*EXTRACTED INFORMATION*
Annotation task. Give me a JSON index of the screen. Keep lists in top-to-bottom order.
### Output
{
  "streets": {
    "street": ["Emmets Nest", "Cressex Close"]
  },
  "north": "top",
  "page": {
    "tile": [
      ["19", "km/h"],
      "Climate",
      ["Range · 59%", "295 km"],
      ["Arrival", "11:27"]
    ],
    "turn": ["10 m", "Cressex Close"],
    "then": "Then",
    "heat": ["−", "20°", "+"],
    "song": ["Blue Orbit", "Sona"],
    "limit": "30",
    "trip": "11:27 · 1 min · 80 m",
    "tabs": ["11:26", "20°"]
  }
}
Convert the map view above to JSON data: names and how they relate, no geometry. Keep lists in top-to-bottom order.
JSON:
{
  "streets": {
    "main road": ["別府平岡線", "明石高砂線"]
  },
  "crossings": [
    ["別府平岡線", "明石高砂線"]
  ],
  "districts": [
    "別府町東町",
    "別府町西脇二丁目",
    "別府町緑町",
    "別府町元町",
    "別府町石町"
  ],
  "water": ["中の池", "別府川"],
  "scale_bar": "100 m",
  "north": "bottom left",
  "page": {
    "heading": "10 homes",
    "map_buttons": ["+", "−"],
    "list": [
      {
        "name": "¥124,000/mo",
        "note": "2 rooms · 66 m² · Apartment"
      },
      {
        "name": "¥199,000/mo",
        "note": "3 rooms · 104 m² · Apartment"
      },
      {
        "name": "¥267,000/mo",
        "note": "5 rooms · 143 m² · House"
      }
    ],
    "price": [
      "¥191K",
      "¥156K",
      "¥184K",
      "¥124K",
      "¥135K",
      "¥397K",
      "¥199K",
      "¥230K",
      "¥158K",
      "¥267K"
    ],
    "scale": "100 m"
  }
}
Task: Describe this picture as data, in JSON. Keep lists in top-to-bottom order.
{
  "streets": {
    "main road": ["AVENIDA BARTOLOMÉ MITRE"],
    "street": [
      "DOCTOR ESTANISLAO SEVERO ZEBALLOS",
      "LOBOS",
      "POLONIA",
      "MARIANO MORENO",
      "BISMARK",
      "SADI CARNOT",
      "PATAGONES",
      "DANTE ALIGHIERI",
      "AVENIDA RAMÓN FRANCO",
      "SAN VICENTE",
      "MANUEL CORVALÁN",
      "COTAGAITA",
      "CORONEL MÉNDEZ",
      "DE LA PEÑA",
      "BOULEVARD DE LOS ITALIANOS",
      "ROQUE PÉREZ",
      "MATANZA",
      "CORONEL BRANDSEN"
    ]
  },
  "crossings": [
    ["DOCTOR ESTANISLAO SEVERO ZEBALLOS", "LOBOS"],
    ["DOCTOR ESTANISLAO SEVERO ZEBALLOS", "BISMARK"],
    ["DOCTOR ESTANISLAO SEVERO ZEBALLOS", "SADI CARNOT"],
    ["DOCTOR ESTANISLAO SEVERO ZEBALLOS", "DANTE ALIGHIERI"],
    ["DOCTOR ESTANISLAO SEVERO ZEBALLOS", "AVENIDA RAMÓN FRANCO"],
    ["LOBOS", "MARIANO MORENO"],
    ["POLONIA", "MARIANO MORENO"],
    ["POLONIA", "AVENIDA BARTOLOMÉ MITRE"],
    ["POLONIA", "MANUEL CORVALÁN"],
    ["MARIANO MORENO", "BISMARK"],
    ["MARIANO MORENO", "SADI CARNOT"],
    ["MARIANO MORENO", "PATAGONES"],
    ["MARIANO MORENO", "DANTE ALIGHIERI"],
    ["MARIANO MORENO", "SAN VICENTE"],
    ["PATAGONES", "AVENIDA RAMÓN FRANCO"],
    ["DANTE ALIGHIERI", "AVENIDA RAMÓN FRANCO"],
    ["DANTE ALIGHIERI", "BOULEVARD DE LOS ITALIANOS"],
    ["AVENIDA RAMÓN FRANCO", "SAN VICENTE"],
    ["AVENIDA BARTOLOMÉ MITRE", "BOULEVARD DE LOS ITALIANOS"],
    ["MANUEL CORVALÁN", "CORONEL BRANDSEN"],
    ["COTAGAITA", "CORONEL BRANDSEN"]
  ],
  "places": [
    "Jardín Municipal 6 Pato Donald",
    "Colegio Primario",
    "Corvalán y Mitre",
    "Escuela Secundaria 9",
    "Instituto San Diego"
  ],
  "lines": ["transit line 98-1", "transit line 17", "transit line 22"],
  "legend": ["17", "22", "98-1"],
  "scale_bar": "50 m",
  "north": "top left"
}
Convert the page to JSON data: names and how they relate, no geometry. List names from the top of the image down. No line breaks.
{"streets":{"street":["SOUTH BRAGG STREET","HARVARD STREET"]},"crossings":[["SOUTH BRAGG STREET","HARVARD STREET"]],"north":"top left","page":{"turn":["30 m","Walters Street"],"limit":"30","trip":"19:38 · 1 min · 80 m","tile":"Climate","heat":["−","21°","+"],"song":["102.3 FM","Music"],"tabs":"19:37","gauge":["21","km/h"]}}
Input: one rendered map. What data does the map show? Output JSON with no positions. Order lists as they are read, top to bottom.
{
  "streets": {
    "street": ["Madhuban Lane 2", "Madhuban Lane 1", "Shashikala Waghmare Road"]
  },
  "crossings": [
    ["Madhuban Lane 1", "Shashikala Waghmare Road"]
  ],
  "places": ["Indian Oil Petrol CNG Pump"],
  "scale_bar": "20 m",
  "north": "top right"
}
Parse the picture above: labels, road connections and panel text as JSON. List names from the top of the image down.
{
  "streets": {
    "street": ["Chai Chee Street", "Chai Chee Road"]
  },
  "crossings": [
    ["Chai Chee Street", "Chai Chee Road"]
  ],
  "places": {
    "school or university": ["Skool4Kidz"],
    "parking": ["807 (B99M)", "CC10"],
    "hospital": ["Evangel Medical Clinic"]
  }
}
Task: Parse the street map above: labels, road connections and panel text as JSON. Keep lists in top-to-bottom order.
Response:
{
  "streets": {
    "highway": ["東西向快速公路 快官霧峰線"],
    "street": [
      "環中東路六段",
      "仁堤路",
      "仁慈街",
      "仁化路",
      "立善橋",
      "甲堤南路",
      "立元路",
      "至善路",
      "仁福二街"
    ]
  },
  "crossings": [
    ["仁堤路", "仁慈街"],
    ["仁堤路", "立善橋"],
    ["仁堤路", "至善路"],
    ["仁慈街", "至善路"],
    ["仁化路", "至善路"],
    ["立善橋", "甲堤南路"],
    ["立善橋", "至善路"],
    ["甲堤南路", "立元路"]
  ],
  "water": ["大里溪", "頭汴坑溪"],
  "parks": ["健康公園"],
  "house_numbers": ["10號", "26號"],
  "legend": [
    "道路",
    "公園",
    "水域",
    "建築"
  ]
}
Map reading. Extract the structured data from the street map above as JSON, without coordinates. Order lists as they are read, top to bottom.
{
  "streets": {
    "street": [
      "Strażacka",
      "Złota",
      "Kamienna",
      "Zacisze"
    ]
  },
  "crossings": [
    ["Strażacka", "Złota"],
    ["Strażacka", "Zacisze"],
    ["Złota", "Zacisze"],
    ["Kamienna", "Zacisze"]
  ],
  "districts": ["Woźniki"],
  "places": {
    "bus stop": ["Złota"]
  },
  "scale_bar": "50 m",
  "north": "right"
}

*WHAT TO PRODUCE*
Print out all the material above, unaltered.

*EXERCISE OUTPUT*
Annotation task. Give me a JSON index of the screen. Keep lists in top-to-bottom order.
### Output
{
  "streets": {
    "street": ["Emmets Nest", "Cressex Close"]
  },
  "north": "top",
  "page": {
    "tile": [
      ["19", "km/h"],
      "Climate",
      ["Range · 59%", "295 km"],
      ["Arrival", "11:27"]
    ],
    "turn": ["10 m", "Cressex Close"],
    "then": "Then",
    "heat": ["−", "20°", "+"],
    "song": ["Blue Orbit", "Sona"],
    "limit": "30",
    "trip": "11:27 · 1 min · 80 m",
    "tabs": ["11:26", "20°"]
  }
}
Convert the map view above to JSON data: names and how they relate, no geometry. Keep lists in top-to-bottom order.
JSON:
{
  "streets": {
    "main road": ["別府平岡線", "明石高砂線"]
  },
  "crossings": [
    ["別府平岡線", "明石高砂線"]
  ],
  "districts": [
    "別府町東町",
    "別府町西脇二丁目",
    "別府町緑町",
    "別府町元町",
    "別府町石町"
  ],
  "water": ["中の池", "別府川"],
  "scale_bar": "100 m",
  "north": "bottom left",
  "page": {
    "heading": "10 homes",
    "map_buttons": ["+", "−"],
    "list": [
      {
        "name": "¥124,000/mo",
        "note": "2 rooms · 66 m² · Apartment"
      },
      {
        "name": "¥199,000/mo",
        "note": "3 rooms · 104 m² · Apartment"
      },
      {
        "name": "¥267,000/mo",
        "note": "5 rooms · 143 m² · House"
      }
    ],
    "price": [
      "¥191K",
      "¥156K",
      "¥184K",
      "¥124K",
      "¥135K",
      "¥397K",
      "¥199K",
      "¥230K",
      "¥158K",
      "¥267K"
    ],
    "scale": "100 m"
  }
}
Task: Describe this picture as data, in JSON. Keep lists in top-to-bottom order.
{
  "streets": {
    "main road": ["AVENIDA BARTOLOMÉ MITRE"],
    "street": [
      "DOCTOR ESTANISLAO SEVERO ZEBALLOS",
      "LOBOS",
      "POLONIA",
      "MARIANO MORENO",
      "BISMARK",
      "SADI CARNOT",
      "PATAGONES",
      "DANTE ALIGHIERI",
      "AVENIDA RAMÓN FRANCO",
      "SAN VICENTE",
      "MANUEL CORVALÁN",
      "COTAGAITA",
      "CORONEL MÉNDEZ",
      "DE LA PEÑA",
      "BOULEVARD DE LOS ITALIANOS",
      "ROQUE PÉREZ",
      "MATANZA",
      "CORONEL BRANDSEN"
    ]
  },
  "crossings": [
    ["DOCTOR ESTANISLAO SEVERO ZEBALLOS", "LOBOS"],
    ["DOCTOR ESTANISLAO SEVERO ZEBALLOS", "BISMARK"],
    ["DOCTOR ESTANISLAO SEVERO ZEBALLOS", "SADI CARNOT"],
    ["DOCTOR ESTANISLAO SEVERO ZEBALLOS", "DANTE ALIGHIERI"],
    ["DOCTOR ESTANISLAO SEVERO ZEBALLOS", "AVENIDA RAMÓN FRANCO"],
    ["LOBOS", "MARIANO MORENO"],
    ["POLONIA", "MARIANO MORENO"],
    ["POLONIA", "AVENIDA BARTOLOMÉ MITRE"],
    ["POLONIA", "MANUEL CORVALÁN"],
    ["MARIANO MORENO", "BISMARK"],
    ["MARIANO MORENO", "SADI CARNOT"],
    ["MARIANO MORENO", "PATAGONES"],
    ["MARIANO MORENO", "DANTE ALIGHIERI"],
    ["MARIANO MORENO", "SAN VICENTE"],
    ["PATAGONES", "AVENIDA RAMÓN FRANCO"],
    ["DANTE ALIGHIERI", "AVENIDA RAMÓN FRANCO"],
    ["DANTE ALIGHIERI", "BOULEVARD DE LOS ITALIANOS"],
    ["AVENIDA RAMÓN FRANCO", "SAN VICENTE"],
    ["AVENIDA BARTOLOMÉ MITRE", "BOULEVARD DE LOS ITALIANOS"],
    ["MANUEL CORVALÁN", "CORONEL BRANDSEN"],
    ["COTAGAITA", "CORONEL BRANDSEN"]
  ],
  "places": [
    "Jardín Municipal 6 Pato Donald",
    "Colegio Primario",
    "Corvalán y Mitre",
    "Escuela Secundaria 9",
    "Instituto San Diego"
  ],
  "lines": ["transit line 98-1", "transit line 17", "transit line 22"],
  "legend": ["17", "22", "98-1"],
  "scale_bar": "50 m",
  "north": "top left"
}
Convert the page to JSON data: names and how they relate, no geometry. List names from the top of the image down. No line breaks.
{"streets":{"street":["SOUTH BRAGG STREET","HARVARD STREET"]},"crossings":[["SOUTH BRAGG STREET","HARVARD STREET"]],"north":"top left","page":{"turn":["30 m","Walters Street"],"limit":"30","trip":"19:38 · 1 min · 80 m","tile":"Climate","heat":["−","21°","+"],"song":["102.3 FM","Music"],"tabs":"19:37","gauge":["21","km/h"]}}
Input: one rendered map. What data does the map show? Output JSON with no positions. Order lists as they are read, top to bottom.
{
  "streets": {
    "street": ["Madhuban Lane 2", "Madhuban Lane 1", "Shashikala Waghmare Road"]
  },
  "crossings": [
    ["Madhuban Lane 1", "Shashikala Waghmare Road"]
  ],
  "places": ["Indian Oil Petrol CNG Pump"],
  "scale_bar": "20 m",
  "north": "top right"
}
Parse the picture above: labels, road connections and panel text as JSON. List names from the top of the image down.
{
  "streets": {
    "street": ["Chai Chee Street", "Chai Chee Road"]
  },
  "crossings": [
    ["Chai Chee Street", "Chai Chee Road"]
  ],
  "places": {
    "school or university": ["Skool4Kidz"],
    "parking": ["807 (B99M)", "CC10"],
    "hospital": ["Evangel Medical Clinic"]
  }
}
Task: Parse the street map above: labels, road connections and panel text as JSON. Keep lists in top-to-bottom order.
Response:
{
  "streets": {
    "highway": ["東西向快速公路 快官霧峰線"],
    "street": [
      "環中東路六段",
      "仁堤路",
      "仁慈街",
      "仁化路",
      "立善橋",
      "甲堤南路",
      "立元路",
      "至善路",
      "仁福二街"
    ]
  },
  "crossings": [
    ["仁堤路", "仁慈街"],
    ["仁堤路", "立善橋"],
    ["仁堤路", "至善路"],
    ["仁慈街", "至善路"],
    ["仁化路", "至善路"],
    ["立善橋", "甲堤南路"],
    ["立善橋", "至善路"],
    ["甲堤南路", "立元路"]
  ],
  "water": ["大里溪", "頭汴坑溪"],
  "parks": ["健康公園"],
  "house_numbers": ["10號", "26號"],
  "legend": [
    "道路",
    "公園",
    "水域",
    "建築"
  ]
}
Map reading. Extract the structured data from the street map above as JSON, without coordinates. Order lists as they are read, top to bottom.
{
  "streets": {
    "street": [
      "Strażacka",
      "Złota",
      "Kamienna",
      "Zacisze"
    ]
  },
  "crossings": [
    ["Strażacka", "Złota"],
    ["Strażacka", "Zacisze"],
    ["Złota", "Zacisze"],
    ["Kamienna", "Zacisze"]
  ],
  "districts": ["Woźniki"],
  "places": {
    "bus stop": ["Złota"]
  },
  "scale_bar": "50 m",
  "north": "right"
}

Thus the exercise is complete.